Blogs come in many disguises and intents, purposes vary. The lifespan of the average blog is probably not very long, could be as short as a day or two, indeed, an hour or two. One might quickly discover the blogger’s life contains the secret of a crushing intimacy, more sad and forlorn than a single tweet could ever hope for. The sound of the whippoorwill.

So it came as some surprise to see the comment of one distant but familiar reader who found the new format I’m working on for The Coming of the Toads, “less intimate.” The folks who started the Internet, huddled over their code, as anonymous as a telephone pole on a country road, surely must have been among the least intimate of the ones to whom one might want to write. Or I just might have that backwards. IDK. The bloggers among us who prefer writing with words rather than with CSM must rely on canned templates to fulfill our visions! Admittedly though, I’m not even sure what CSM is, but I think it has something to do with the difference between visual and HTML. And so I leave you, no doubt, gentle reader, about as far from intimacy as I can get in this particular post.

7 Comments

  1. Re: J. H. – he may have been distant from your body, but he was nevertheless reverberating in the cells of your heart.

    Liked by 1 person

  2. bristlehound says:

    I follow a blog which every day has near 100 likes.
    Remembering well the time when only myself and a few loyal followers read the work.
    I still read and enjoy, understanding things change as they will.
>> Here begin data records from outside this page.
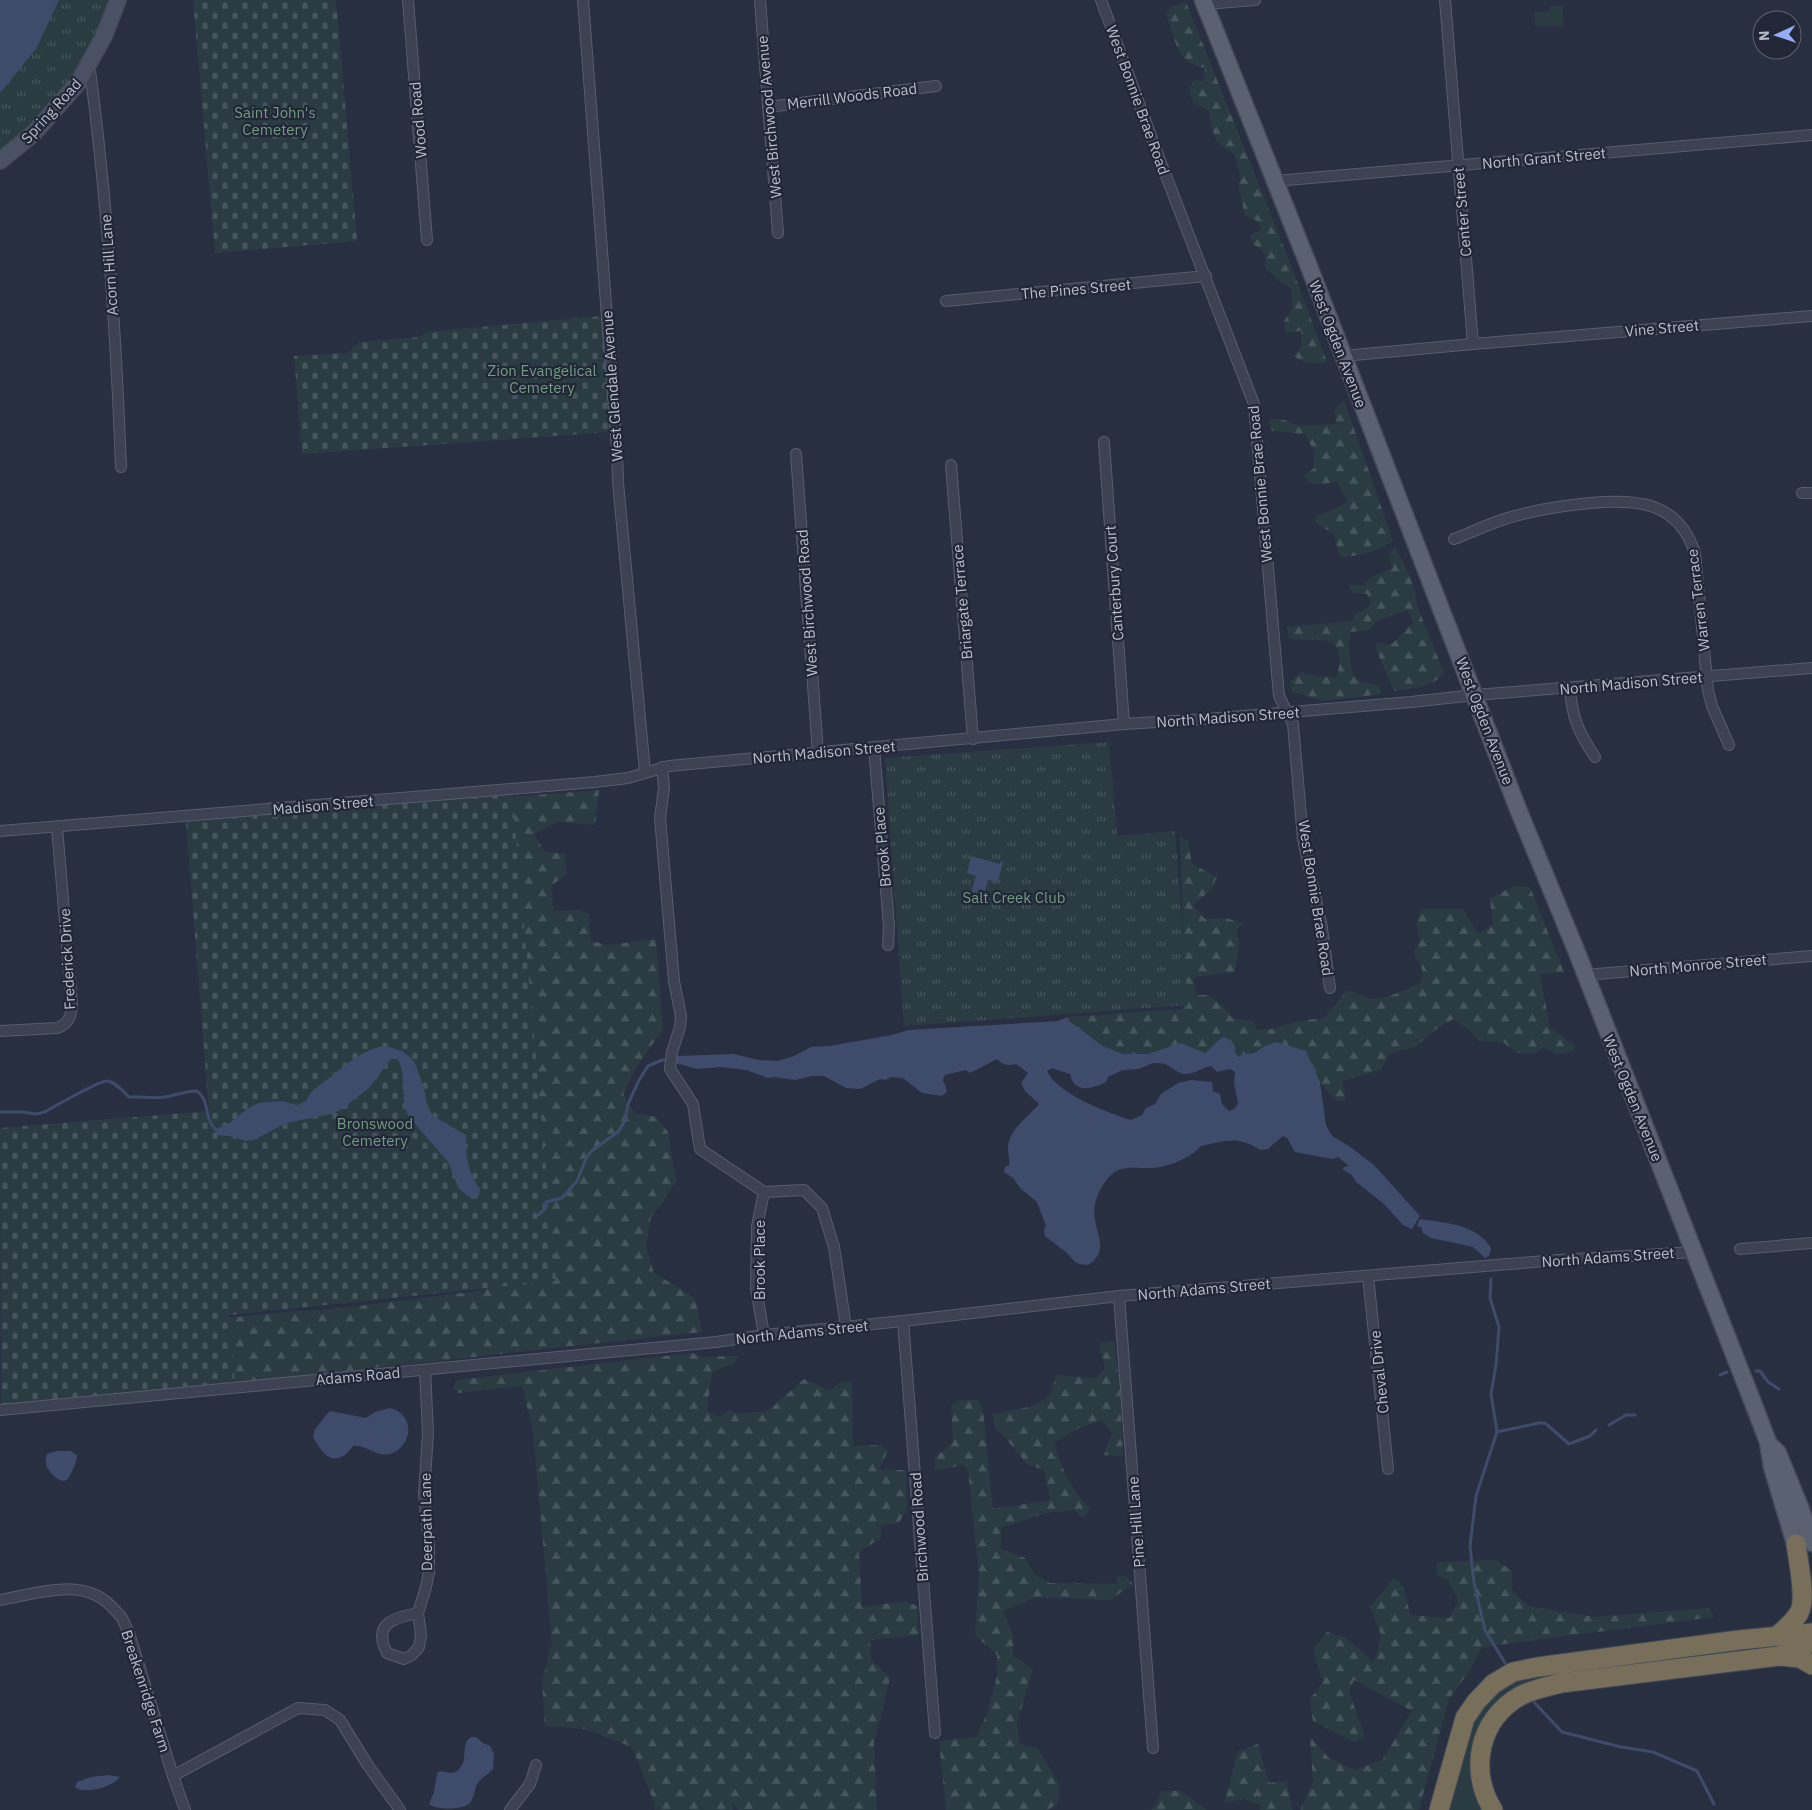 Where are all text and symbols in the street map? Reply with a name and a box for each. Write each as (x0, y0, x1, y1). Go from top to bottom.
north arrow (1752, 10, 1802, 60)
street label: West Bonnie Brae Road (1102, 23, 1174, 177)
text: N (1755, 30, 1773, 41)
street label: West Birchwood Avenue (752, 35, 786, 199)
street label: Spring Road (17, 74, 85, 148)
street label: Merrill Woods Road (786, 79, 918, 113)
street label: Wood Road (405, 81, 431, 159)
park label: Saint John's Cemetery (234, 103, 316, 139)
street label: North Grant Street (1481, 143, 1607, 173)
street label: Center Street (1449, 166, 1475, 258)
street label: Acorn Hill Lane (96, 214, 122, 316)
street label: The Pines Street (1020, 275, 1132, 303)
street label: West Ogden Avenue (1305, 278, 1371, 410)
street label: West Glendale Avenue (597, 310, 627, 462)
street label: Vine Street (1624, 315, 1700, 341)
park label: Zion Evangelical Cemetery (488, 361, 596, 397)
street label: West Bonnie Brae Road (1244, 405, 1276, 563)
street label: Canterbury Court (1100, 525, 1128, 641)
street label: West Birchwood Road (792, 529, 822, 677)
street label: Briargate Terrace (947, 544, 977, 660)
street label: Warren Terrace (1682, 548, 1714, 652)
street label: West Ogden Avenue (1452, 655, 1518, 787)
street label: North Madison Street (1559, 667, 1703, 699)
street label: North Madison Street (1156, 703, 1300, 731)
street label: North Madison Street (752, 736, 896, 768)
street label: Madison Street (272, 791, 374, 819)
street label: Brook Place (869, 806, 895, 888)
street label: West Bonnie Brae Road (1294, 819, 1338, 977)
park label: Salt Creek Club (963, 888, 1065, 907)
street label: Frederick Drive (55, 908, 79, 1010)
street label: North Monroe Street (1629, 950, 1767, 980)
street label: West Ogden Avenue (1599, 1032, 1667, 1164)
park label: Bronswood Cemetery (337, 1114, 413, 1150)
street label: Brook Place (750, 1220, 769, 1300)
street label: North Adams Street (1541, 1243, 1675, 1271)
street label: North Adams Street (1137, 1274, 1271, 1304)
street label: North Adams Street (735, 1316, 869, 1348)
street label: Cheval Drive (1365, 1329, 1393, 1415)
street label: Adams Road (315, 1363, 401, 1389)
street label: Birchwood Road (906, 1472, 932, 1582)
street label: Deerpath Lane (416, 1473, 436, 1571)
street label: Pine Hill Lane (1123, 1476, 1149, 1568)
street label: Breakenridge Farm (117, 1627, 175, 1755) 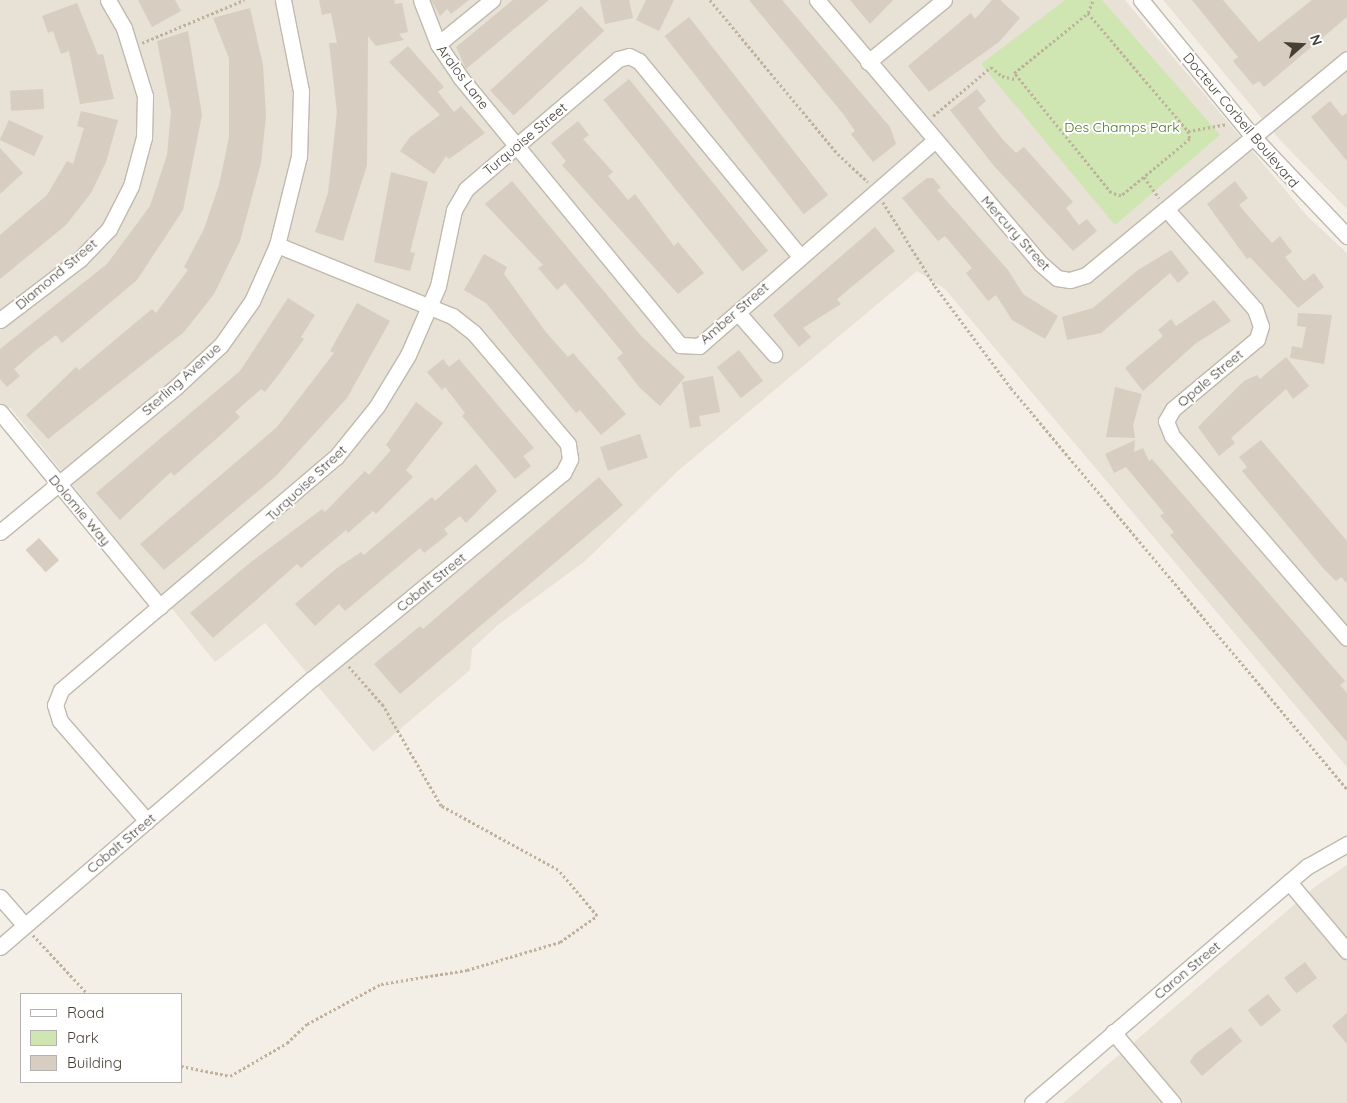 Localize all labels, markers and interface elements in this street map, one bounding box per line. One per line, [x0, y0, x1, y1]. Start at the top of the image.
north arrow [1277, 20, 1327, 70]
text: N [1306, 32, 1326, 48]
street label: Aralos Lane [433, 41, 493, 113]
street label: Docteur Corbeil Boulevard [1180, 49, 1302, 191]
street label: Turquoise Street [480, 99, 570, 179]
park label: Des Champs Park [1064, 119, 1180, 135]
street label: Mercury Street [978, 192, 1054, 274]
street label: Diamond Street [12, 235, 100, 313]
street label: Amber Street [696, 279, 772, 347]
street label: Sterling Avenue [138, 339, 224, 419]
street label: Opale Street [1174, 346, 1246, 410]
street label: Turquoise Street [262, 441, 350, 525]
street label: Dolomie Way [45, 471, 115, 549]
street label: Cobalt Street [393, 549, 469, 615]
street label: Cobalt Street [83, 809, 159, 877]
street label: Caron Street [1150, 937, 1224, 1003]
legend [20, 993, 182, 1083]
text: Road [67, 1003, 104, 1022]
text: Park [67, 1028, 99, 1047]
text: Building [67, 1053, 122, 1072] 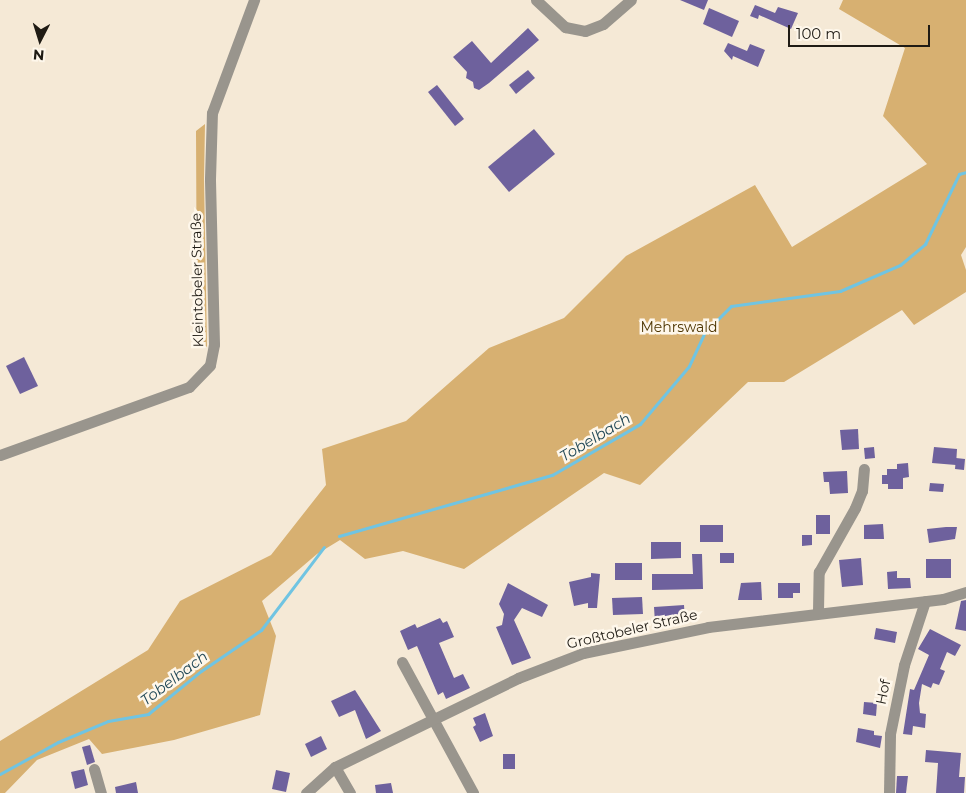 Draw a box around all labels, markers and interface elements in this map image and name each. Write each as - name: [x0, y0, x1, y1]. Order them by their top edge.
- north arrow: [15, 15, 65, 65]
- scale bar: [791, 15, 934, 47]
- text: 100 m: [796, 24, 841, 43]
- text: N: [32, 45, 45, 64]
- street label: Kleintobeler Straße: [187, 213, 207, 347]
- park label: Mehrswald: [640, 319, 718, 335]
- water label: Tobelbach: [556, 409, 634, 465]
- street label: Großtobeler Straße: [565, 606, 699, 652]
- water label: Tobelbach: [137, 647, 211, 709]
- street label: Hof: [872, 678, 894, 706] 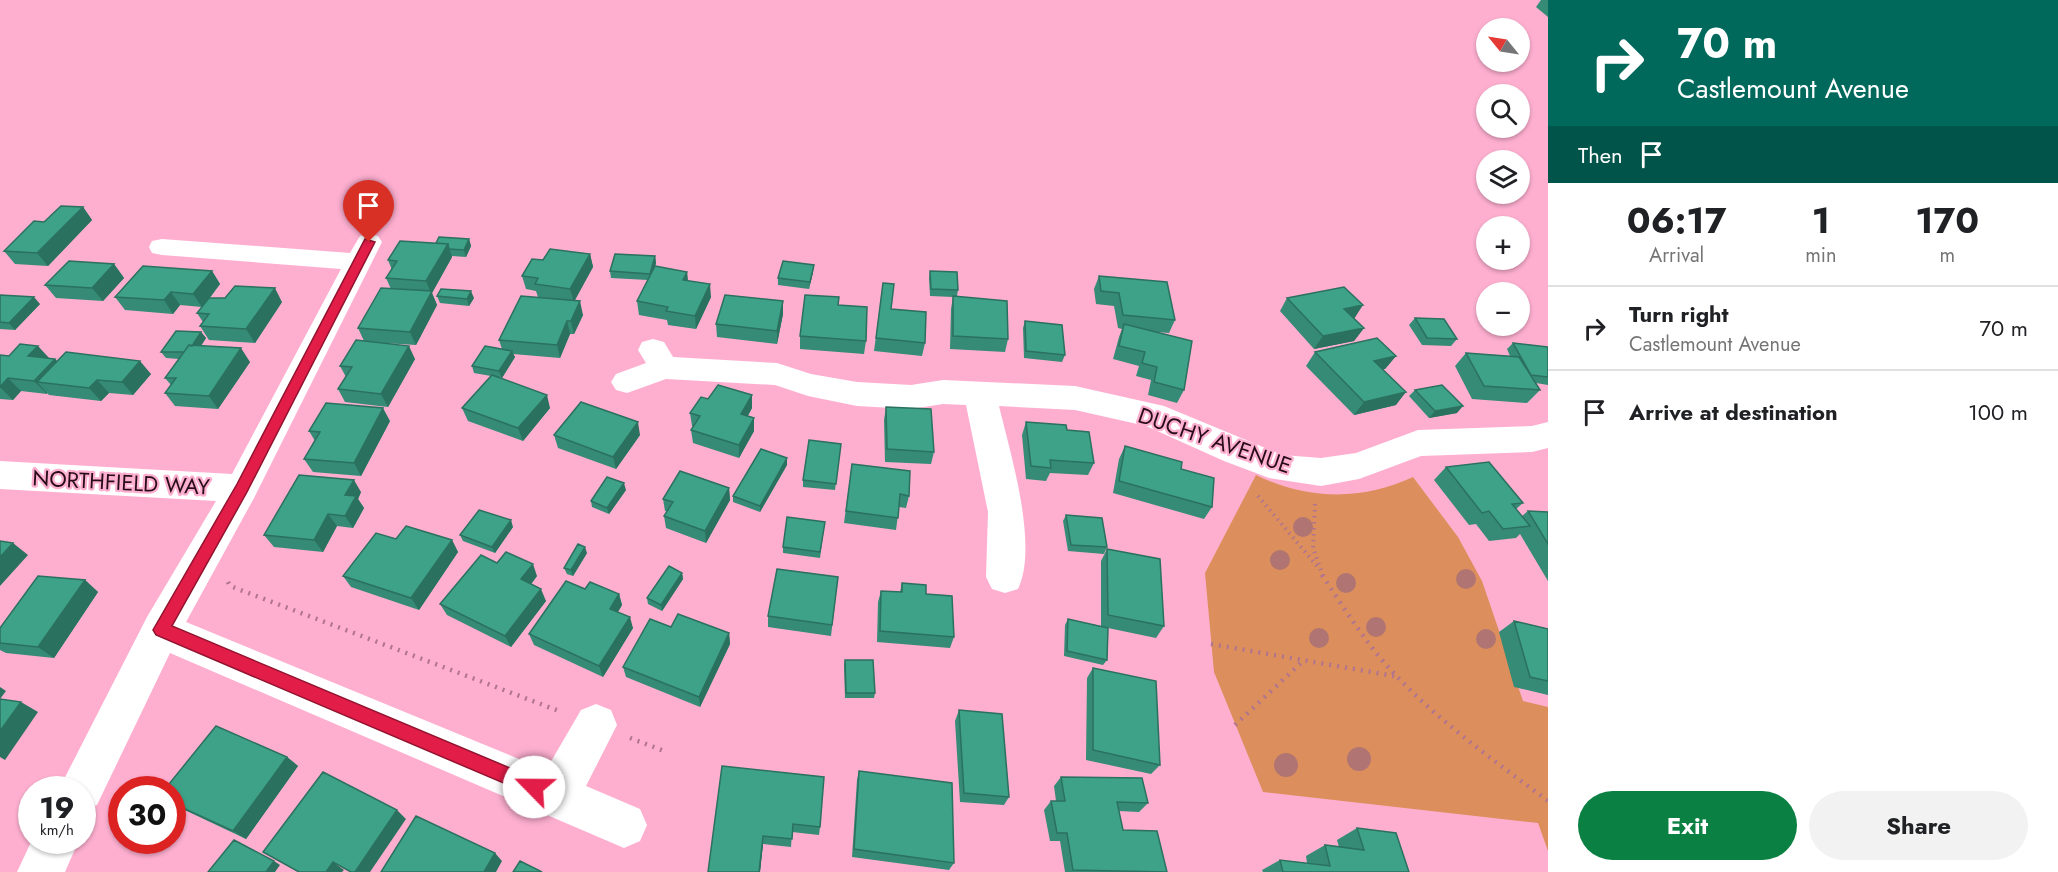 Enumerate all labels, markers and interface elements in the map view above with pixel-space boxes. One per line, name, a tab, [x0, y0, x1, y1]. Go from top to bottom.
text: 70 m	[1677, 13, 1777, 74]
north arrow	[1476, 18, 1530, 72]
map controls	[1476, 18, 1530, 336]
icon: right	[1578, 24, 1656, 102]
text: Castlemount Avenue	[1677, 69, 1909, 108]
button: search	[1476, 84, 1530, 138]
icon: arrive	[1635, 138, 1668, 171]
text: Then	[1578, 139, 1623, 171]
button: layers	[1476, 150, 1530, 204]
pin	[343, 180, 394, 242]
icon: arrive	[352, 189, 385, 222]
text: 06:17	[1627, 194, 1726, 246]
text: 1	[1812, 194, 1830, 246]
text: 170	[1915, 194, 1979, 246]
button: +	[1476, 216, 1530, 270]
text: Arrival	[1649, 241, 1704, 270]
text: min	[1805, 241, 1836, 270]
text: m	[1939, 241, 1955, 270]
button: −	[1476, 282, 1530, 336]
text: Turn right	[1629, 298, 1729, 330]
icon: right	[1578, 312, 1611, 345]
text: 70 m	[1979, 312, 2028, 344]
text: Castlemount Avenue	[1629, 330, 1801, 359]
icon: arrive	[1578, 396, 1611, 429]
text: Arrive at destination	[1629, 396, 1838, 428]
text: 100 m	[1968, 396, 2028, 428]
street label: DUCHY AVENUE	[1134, 399, 1296, 481]
street label: NORTHFIELD WAY	[31, 461, 211, 503]
position arrow	[502, 755, 566, 819]
speed limit sign: 30	[108, 776, 186, 854]
text: 19	[39, 786, 75, 829]
button: Exit	[1578, 791, 1797, 860]
button: Share	[1809, 791, 2028, 860]
text: km/h	[40, 819, 74, 841]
My comments remain the key I feel. Should they become more as the “Newbies” then it may be time to reconsider just how intimate the relationship is.
    Nothing beats a face to face but remaining authentic to others has a good deal to do with a complimentary intimate outcome.

    Liked by 1 person

    1. Joe Linker says:

      thx, B. that’s a lotta likes!

      Like

  3. I’ll be temporarily confused by the shape shifting architecture of your site. Glad the Morse code of the ‘like’ button reappeared :) the equivalent of the rug-softened favourite guest chair. How can ‘in-person’ be overrated? Explain.

    Liked by 1 person

    1. Joe Linker says:

      thx, Ashen…about the”in person”…i don’t know. it was a question. maybe something to do with absence making the heart grow fonder while familiarity blocks the view. to put it into cliche format :) …maybe more thought needs be given this idea of “in person.” i saw jimi hendrix one year at the LA Forum. i was so far from the stage (in more ways than one) to say i saw him “in person” seems hyperbolic. it took me 10 minutes just to figure out where he was on the stage. stadium concerts are not intimate, except maybe with the guest sitting next to you. we used to say “in person,” saw some celeb “in person,” as opposed I guess to on TV or on the screen. Now we say, “live.” Saw Joe live at The Coming of the Toads!

      Liked by 1 person

  4. philipparees says:

    It is strange, and contradictory, that as a lifelong solitary I feel a deeper bond ( I would say intimate bond) with the few ( perhaps nine or ten?) on line friends I have made than those met in propria persona. That is perhaps why I regretted the changes to your site ( and perhaps my own) in answer to the minimalist aesthetic that prevails. A bit like entering a house that was be-rugged, sofa soft and finding instead Eames chairs and Scandi glass!

    I don’t buy into the ‘branding’ aspect of site design ( although it claims to be essential) but somehow the trial and error of slow changes gives a progression to familiarity, like hearing a familiar suddenly advance an entirely new field of interest- one can follow or not- but the interest lies in retaining some of the familiar, from which to decide! I also find fascinating the areas where friends become ‘at odds’, and thereby define where one meets them and where they fail to meet one another.

    Liked by 2 people

    1. Joe Linker says:

      The Eames chairs and Scandi glass and the rugs and soft overstuffed chairs, could be an idea for a counterpoint story…maybe “in person” is overrated?